How and why to read Garnaut

Professor Ross Garnaut has delivered a page-turner.

The draft Garnaut Report released yesterday is clear, evocative, sobering and persuasive.

But it isn’t fiction. It is all the more alarming because it was written by an economist – a man used to dealing in hard numbers. He has put into the report only the numbers he can verify – a central case around which irrigated agriculture in the Murray Darling Basin all but vanishes by the end of the century, in which an extra 4,000 Australians die heat-related deaths per year, in which more than 5 million Australians are exposed to the Dengue virus.

He half-jokes that climate change might not be so bad for some countries. Russia could probably do with a few more degrees of heat. But Australia, uniquely among industrial countries, is fully exposed.

The wonder and the tragedy is that the damage probably can be avoided.

Limiting worldwide greenhouse gas concenrations to 550 parts per million or 450 parts per million would see irrigated agriculture in the Murray Darling Basin fall by only 20 per cent or 6 per cent. The number of heat-related deaths would climb by fewer than 80 per year, and only some 720,000 Australians would be exposed to Dengue.

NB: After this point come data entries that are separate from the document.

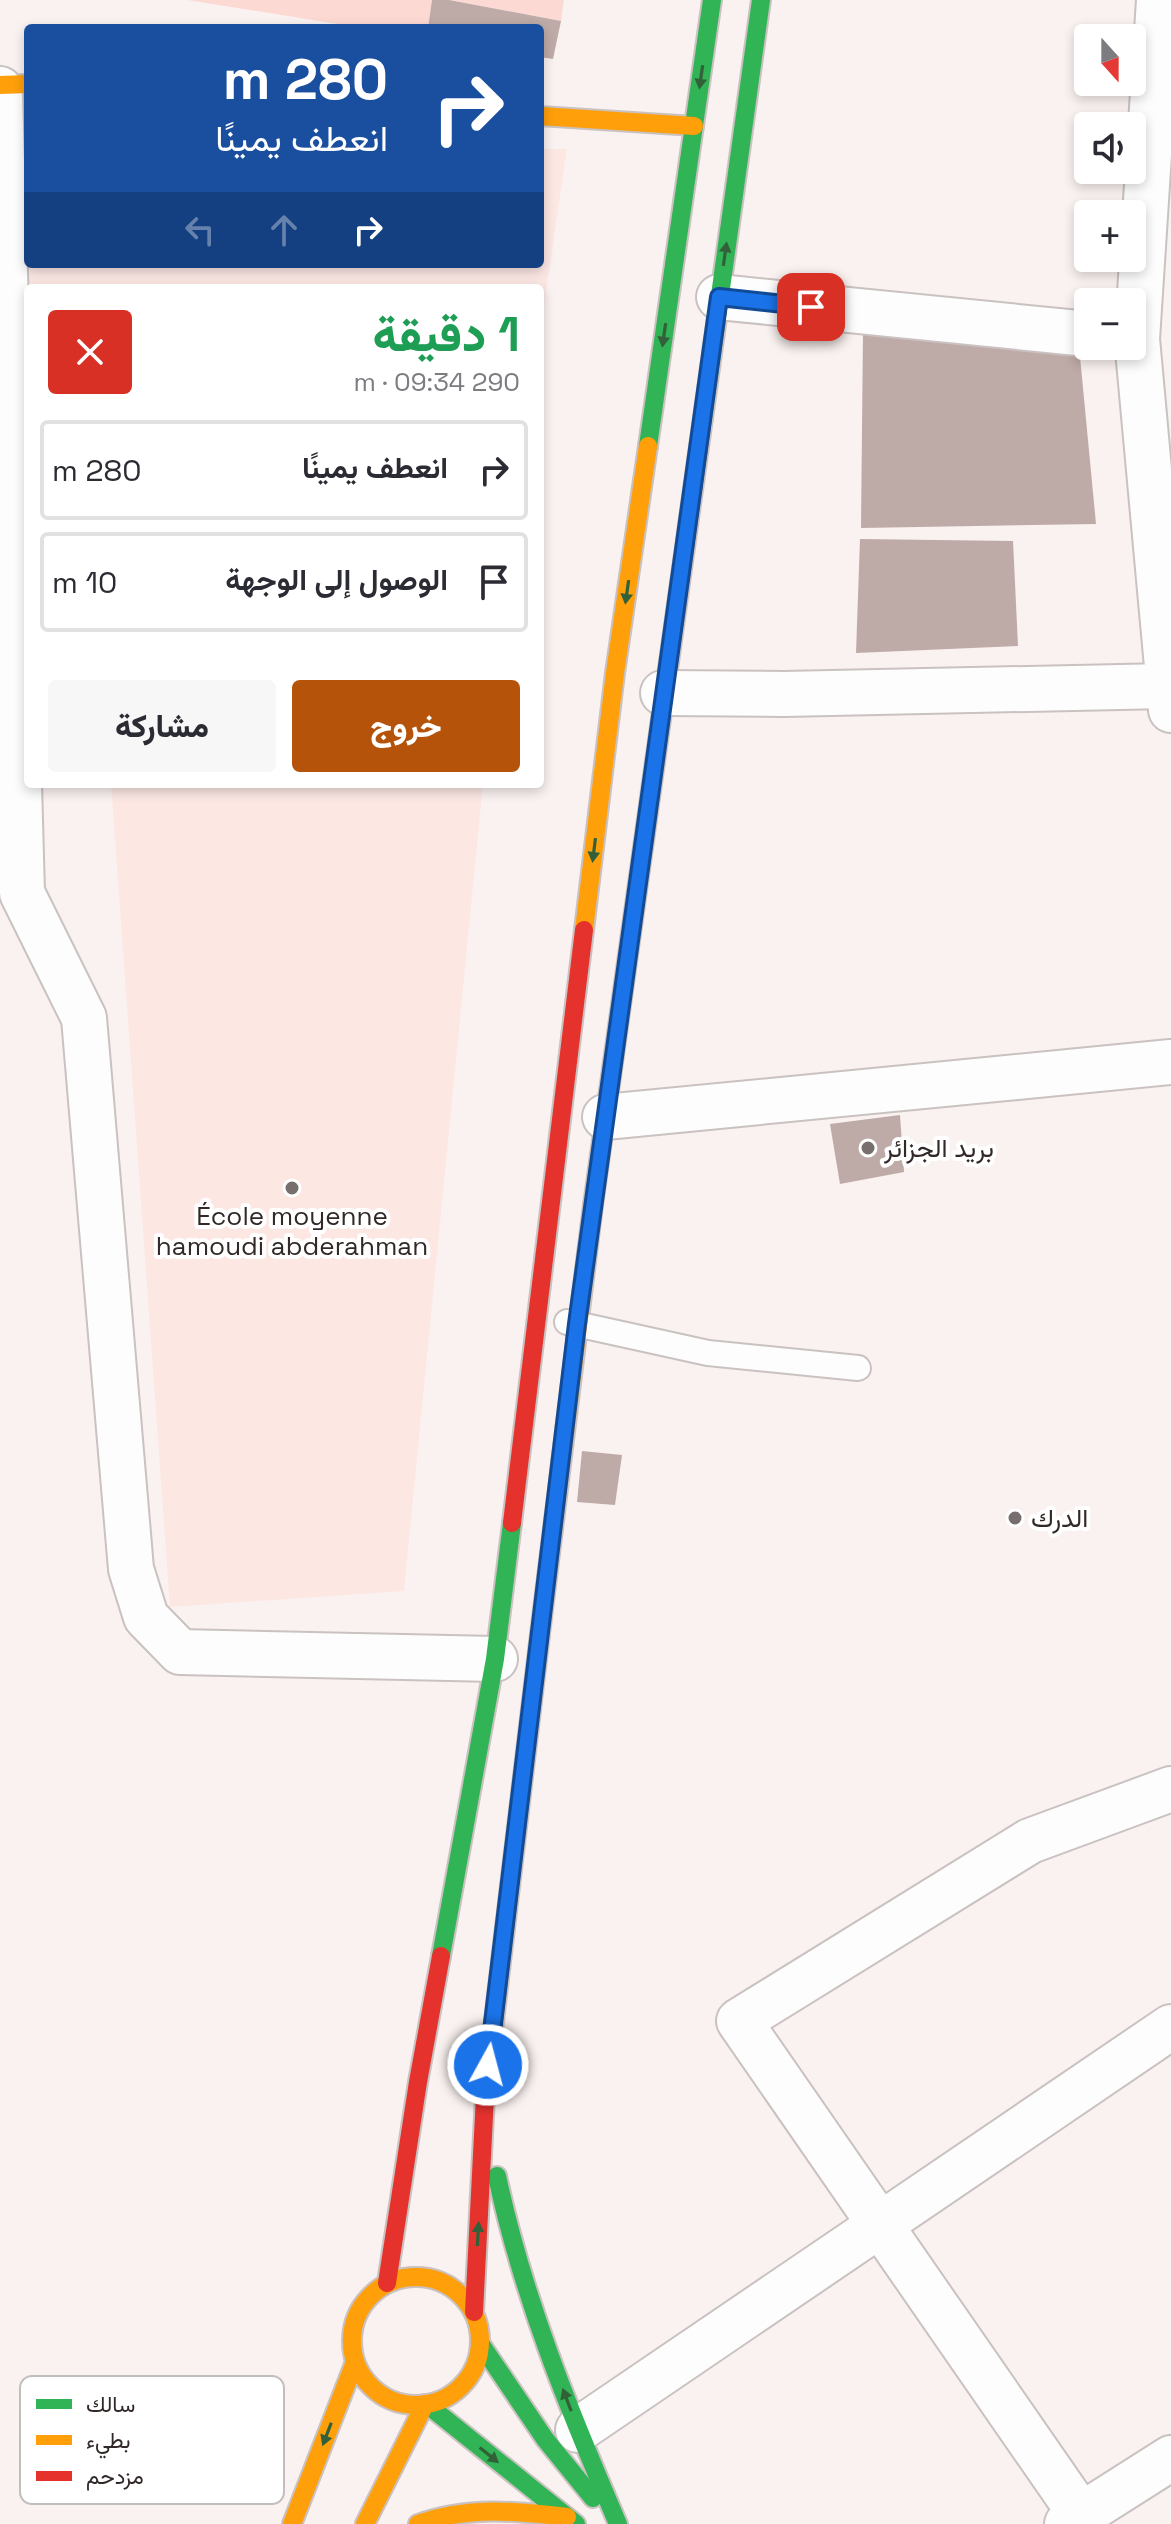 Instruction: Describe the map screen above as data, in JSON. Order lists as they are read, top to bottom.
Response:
{
  "places": ["بريد الجزائر", "École moyenne hamoudi abderahman", "الدرك"],
  "legend": ["سالك", "بطيء", "مزدحم"],
  "north": "bottom",
  "page": {
    "map_buttons": ["+", "−"],
    "turn": ["280 m", "انعطف يمينًا"],
    "heading": ["1 دقيقة", "290 m · 09:34"],
    "list": [
      {
        "name": "انعطف يمينًا",
        "value": "280 m"
      },
      {
        "name": "الوصول إلى الوجهة",
        "value": "10 m"
      }
    ],
    "buttons": ["خروج", "مشاركة"]
  }
}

His concern is that although most of the world wants to limit the damage, it won’t manage to do it...

Every country has an incentive to sit back and wait for its neighbour to cut its emissions before it cuts its own.

He calls this the “the greatest market failure ever seen”.

As an economist familiar with game theory, he has proposed a way out - that Australia join with most of the rest of the developed world in agreeing to limited cuts in emissions (most probably 60 per cent, although this draft report doesn’t spell that out) while at the same time legislating our preparedness to impose really deep cuts (most probably 90 per cent) as soon as China and India cut their emissions too.

Professor Garnaut acknowledges that it’ll hurt. The tariff cuts he proposed as the economic advisor to Prime Minister Bob Hawke in the 1980s also hurt.

But in this draft report his able to argue for them cogently and clearly in his own voice.

The previous Prime Minister’s emissions trading report was prepared by a committee.

One of the best decisions Kevin Rudd made while in opposition was to commission just one person to examine climate change and to give him the time and space to report it as he saw it.